Gonorrhoea becoming harder to treat, WHO says

A scientist at the Kenya Medical Research Institute in Nairobi in July 2016. PHOTO | ANTHONY OMUYA | NATION MEDIA GROUP

What you need to know:

  • Experts have also raised concern about the high number of new gonorrhoea infections which they attribute to decreased condom use, increased urbanisation and travel and poor detection rates.

  • The World Health Organization reports widespread resistance to older and cheaper antibiotics. Some countries, particularly high-income ones where surveillance is best, are finding cases of the infection that are untreatable by all known antibiotics.

Gonorrhoea is becoming harder to treat because key antibiotics are less effective, posing a great danger to human health, researchers have warned.

Experts have also raised concern about the high number of new gonorrhoea infections which they attribute to decreased condom use, increased urbanisation and travel and poor detection rates.

“The bacteria that causes gonorrhoea are particularly smart. Every time we use a new class of antibiotics to treat the infection, the bacteria evolve to resist them,” Dr Teodora Wi, medical officer for human reproduction at the World Health Organization, says.

She says: “This disease is normally treated within four days to a week, but now it either kills or makes patients stay longer in a hospital because of the resistance”.

WIDESPREAD RESISTANCE

The WHO reports widespread resistance to older and cheaper antibiotics. Some countries, particularly high-income ones where surveillance is best, are finding cases of the infection that are untreatable by all known antibiotics.

Anti-microbial resistance is used to describe what occurs when disease-causing organisms change in ways that make medicine ineffective in killing them.

Each year, an estimated 78 million people are infected with gonorrhoea.

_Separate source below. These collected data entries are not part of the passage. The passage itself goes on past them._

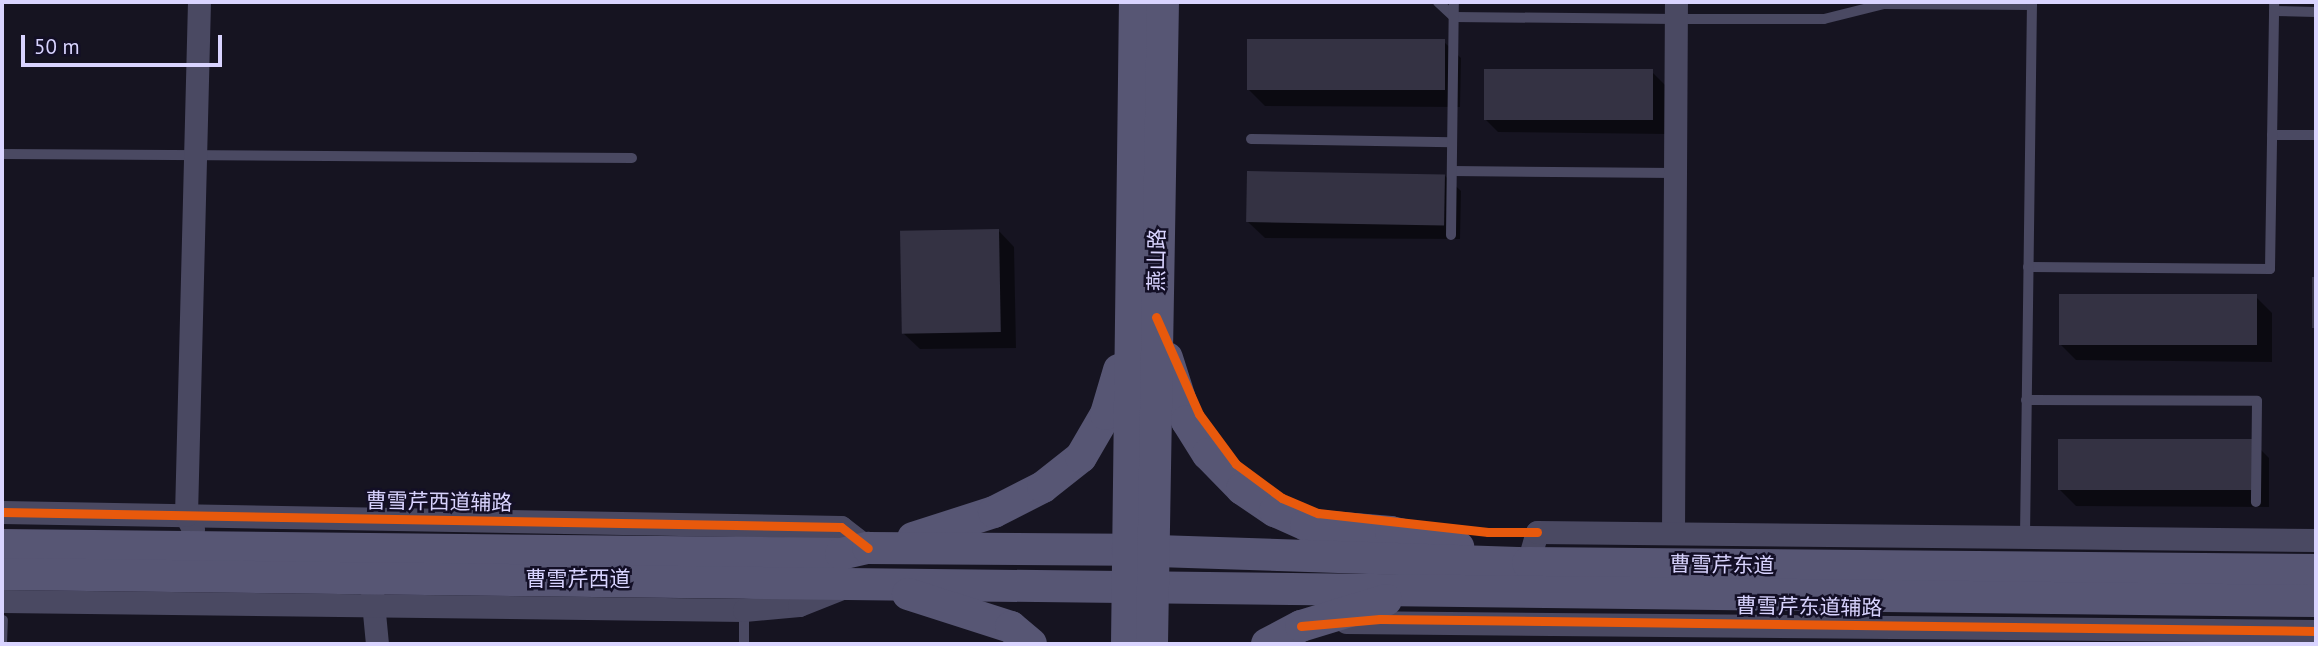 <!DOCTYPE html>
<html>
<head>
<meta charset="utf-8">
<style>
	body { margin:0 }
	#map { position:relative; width:2318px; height:646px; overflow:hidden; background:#161421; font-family:"PT Sans","Noto Sans SC",sans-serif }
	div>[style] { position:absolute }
	.shadow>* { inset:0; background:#0007 }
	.building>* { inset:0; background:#343243; transform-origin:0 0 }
	.lane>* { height:10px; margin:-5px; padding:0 5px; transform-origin:5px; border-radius:5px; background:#4a4962 }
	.street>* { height:23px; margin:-11.5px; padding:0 11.5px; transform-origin:11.5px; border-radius:11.5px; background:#4a4962 }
	.secondary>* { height:32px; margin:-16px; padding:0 16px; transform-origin:16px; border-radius:16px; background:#575674 }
	.cycleway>* { height:9px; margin:-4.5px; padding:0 4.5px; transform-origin:4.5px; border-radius:4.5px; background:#e8590c }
	span { translate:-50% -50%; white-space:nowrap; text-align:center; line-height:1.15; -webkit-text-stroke:5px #130f26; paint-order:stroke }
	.street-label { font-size:21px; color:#d9d4ff }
	.frame { position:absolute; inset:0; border:4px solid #d9d4ff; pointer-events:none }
	.scale { position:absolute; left:21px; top:35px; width:201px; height:32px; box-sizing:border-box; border:4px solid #d9d4ff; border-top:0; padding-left:9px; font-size:21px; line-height:24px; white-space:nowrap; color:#d9d4ff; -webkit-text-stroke:5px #130f26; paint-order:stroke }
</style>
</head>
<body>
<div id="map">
	<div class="shadow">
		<i style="clip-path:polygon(1444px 42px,1461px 58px,1460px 107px,1265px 106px,1248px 89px)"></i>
		<i style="clip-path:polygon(1652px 72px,1665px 85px,1665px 134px,1498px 132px,1485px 119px)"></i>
		<i style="clip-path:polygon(1444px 175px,1461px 191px,1460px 239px,1265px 238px,1248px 222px)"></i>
		<i style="clip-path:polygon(998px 230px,1014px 247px,1016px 348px,920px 349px,903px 333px)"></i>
		<i style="clip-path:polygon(2256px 297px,2272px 313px,2272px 362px,2076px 360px,2060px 344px)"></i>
		<i style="clip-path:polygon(2253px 442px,2269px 458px,2269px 507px,2076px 506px,2059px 489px)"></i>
	</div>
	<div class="building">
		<i style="left:1247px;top:39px;width:198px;height:51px"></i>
		<i style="left:1484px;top:69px;width:169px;height:51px"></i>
		<i style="left:1247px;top:171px;width:198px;height:51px;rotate:1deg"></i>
		<i style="left:999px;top:229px;width:103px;height:99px;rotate:89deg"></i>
		<i style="left:2312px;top:277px;width:4px;height:51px"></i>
		<i style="left:2059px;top:294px;width:198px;height:51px"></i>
		<i style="left:2058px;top:439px;width:195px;height:51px"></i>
	</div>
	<div class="lane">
		<i style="left:1438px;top:2px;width:22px;rotate:43deg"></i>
		<i style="left:1454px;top:17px;width:222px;rotate:0.5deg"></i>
		<i style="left:1676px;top:19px;width:148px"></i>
		<i style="left:1824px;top:19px;width:62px;rotate:-14deg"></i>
		<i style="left:1884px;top:4px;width:148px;rotate:0.4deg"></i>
		<i style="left:2274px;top:11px;width:42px;rotate:1.4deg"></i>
		<i style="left:2272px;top:135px;width:44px"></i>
		<i style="left:1251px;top:139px;width:201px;rotate:0.9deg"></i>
		<i style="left:2px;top:154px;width:630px;rotate:0.36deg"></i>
		<i style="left:1452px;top:171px;width:223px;rotate:0.5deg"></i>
		<i style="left:1451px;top:235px;width:233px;rotate:-89.3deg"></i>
		<i style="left:2028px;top:267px;width:242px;rotate:0.5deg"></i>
		<i style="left:2270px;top:269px;width:267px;rotate:-89.1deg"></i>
		<i style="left:2026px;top:400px;width:231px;rotate:0.2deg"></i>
		<i style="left:2257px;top:401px;width:101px;rotate:90.6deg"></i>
		<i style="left:2025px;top:536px;width:534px;rotate:-89.25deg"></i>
		<i style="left:744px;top:610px;width:34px;rotate:90deg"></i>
		<i style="left:2px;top:644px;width:24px;rotate:-88deg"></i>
	</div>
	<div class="street">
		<i style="left:2px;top:512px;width:839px;rotate:1.02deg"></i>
		<i style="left:841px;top:527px;width:34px;rotate:38deg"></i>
		<i style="left:193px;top:529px;width:16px;rotate:-117deg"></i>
		<i style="left:186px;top:515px;width:513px;rotate:-88.55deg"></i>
		<i style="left:1673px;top:532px;width:530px;rotate:-89.68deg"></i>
		<i style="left:1528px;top:563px;width:32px;rotate:-74deg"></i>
		<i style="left:1537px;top:532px;width:779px;rotate:0.59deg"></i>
		<i style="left:372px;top:592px;width:52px;rotate:84.5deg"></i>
		<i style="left:2px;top:601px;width:742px;rotate:0.69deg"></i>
		<i style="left:744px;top:610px;width:55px;rotate:-5.2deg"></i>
		<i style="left:799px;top:605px;width:46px;rotate:-21.6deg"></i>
		<i style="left:1346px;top:622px;width:970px;rotate:0.53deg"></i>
	</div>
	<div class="secondary">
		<i style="left:1167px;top:358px;width:66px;rotate:72.4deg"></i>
		<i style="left:1187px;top:421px;width:39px;rotate:58deg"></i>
		<i style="left:1208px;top:454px;width:49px;rotate:45.8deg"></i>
		<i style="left:1242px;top:489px;width:40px;rotate:34deg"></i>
		<i style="left:1275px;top:511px;width:34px;rotate:24deg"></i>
		<i style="left:1306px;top:525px;width:85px;rotate:4.7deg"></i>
		<i style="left:1391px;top:532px;width:69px;rotate:12.6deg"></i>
		<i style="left:913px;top:538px;width:85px;rotate:-17.8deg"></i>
		<i style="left:994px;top:512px;width:55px;rotate:-27deg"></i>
		<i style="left:1043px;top:487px;width:48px;rotate:-38.3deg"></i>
		<i style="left:1081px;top:457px;width:50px;rotate:-59.8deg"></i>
		<i style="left:1106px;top:414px;width:46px;rotate:-73.5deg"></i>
		<i style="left:2px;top:545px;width:839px;rotate:0.61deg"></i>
		<i style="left:841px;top:554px;width:28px;rotate:-13deg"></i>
		<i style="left:868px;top:548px;width:259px;rotate:0.4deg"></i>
		<i style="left:1127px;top:550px;width:401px;rotate:1.9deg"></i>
		<i style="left:1528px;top:563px;width:788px;rotate:0.51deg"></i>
		<i style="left:2px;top:574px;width:2314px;rotate:0.67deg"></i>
		<i style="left:908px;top:594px;width:108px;rotate:17.8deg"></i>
		<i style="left:1011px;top:627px;width:26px;rotate:40deg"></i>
		<i style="left:1127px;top:644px;width:642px;rotate:-89.29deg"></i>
		<i style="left:1152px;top:644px;width:642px;rotate:-89.02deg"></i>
		<i style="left:1267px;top:644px;width:38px;rotate:-28deg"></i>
		<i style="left:1301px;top:626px;width:89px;rotate:-17deg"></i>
	</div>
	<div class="cycleway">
		<i style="left:1156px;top:317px;width:106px;rotate:66.1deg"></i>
		<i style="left:1199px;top:414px;width:62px;rotate:53.5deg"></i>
		<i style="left:1236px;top:464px;width:57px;rotate:36.5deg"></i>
		<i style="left:1282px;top:498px;width:39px;rotate:23deg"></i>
		<i style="left:1318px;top:513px;width:171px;rotate:6.4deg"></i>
		<i style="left:1488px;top:532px;width:49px"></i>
		<i style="left:2px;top:512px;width:839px;rotate:1.02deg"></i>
		<i style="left:841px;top:527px;width:34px;rotate:38deg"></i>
		<i style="left:1301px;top:626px;width:79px;rotate:-5.1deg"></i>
		<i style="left:1380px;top:619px;width:936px;rotate:0.73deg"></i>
	</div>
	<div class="street-label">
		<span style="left:1157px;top:260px;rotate:-89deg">燕山路</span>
		<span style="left:439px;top:502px;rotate:1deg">曹雪芹西道辅路</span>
		<span style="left:1722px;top:565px;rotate:1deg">曹雪芹东道</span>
		<span style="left:578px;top:579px">曹雪芹西道</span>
		<span style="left:1809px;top:607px;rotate:1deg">曹雪芹东道辅路</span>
	</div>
	<div class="frame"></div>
	<div class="scale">50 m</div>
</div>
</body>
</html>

It affects the genitals, rectum and throat.

The infection, which in many cases has no symptoms on its own, affects women more, it can lead to pelvic inflammatory disease, ectopic pregnancy and infertility, as well as an increased risk of HIV.

NEW MEDICINE

The WHO Global Gonococcal Antimicrobial Surveillance Programme, which monitors trends in drug-resistant gonorrhoea, calls for new drugs to treat the bacterial infection.

According to their data from 2009 to 2014, 97 per cent of countries reported drug-resistant strains to Ciprofloxacin, increasing resistance to Azithromycin at 81 per cent and the emergence of resistance to the current last-resort treatment: the extended-spectrum Cephalosporins oral cefixime or injectable ceftriaxone at 66 per cent. Currently, in most countries, the extended-spectrum Cephalosporins are the only single antibiotic that remains effective for treating gonorrhoea. But, resistance to Cefixime and more rarely to Ceftriaxone has now been reported in more than 50 countries.

Data from 77 countries shows that antibiotic resistance is making gonorrhoea a common sexually-transmitted infection much harder, and sometimes impossible, to treat.

“These cases may just be the tip of the iceberg since systems to diagnose and report untreatable infections are lacking in lower-income countries where gonorrhoea is actually more common,” Dr Wi says.

UPDATED RECOMMENDATIONS

The WHO has since updated global treatment recommendations in 2016, advising doctors to give only two antibiotics including Ceftriaxone and Azithromycin to gonorrhoea patients.

The findings were first published in the PLoS Medicine journal, highlighting increases in drug-resistant gonorrhoea, calling it a “serious situation”.

Researchers have also raised concern that the research and development pipeline for gonorrhoea is empty since there are no drugs lined for research.

“We have only three new candidate drugs in various stages of clinical development,” Dr Wi says.

She says the development of new antibiotics is not very attractive for commercial pharmaceutical companies. Treatments are taken for short periods of time.

Prof Samuel Kariuki, a microbiologist and head of the Centre for Microbiology Research at Kenya Medical Research Institute earlier said that researchers were running out of options for treating infections that were found in homes.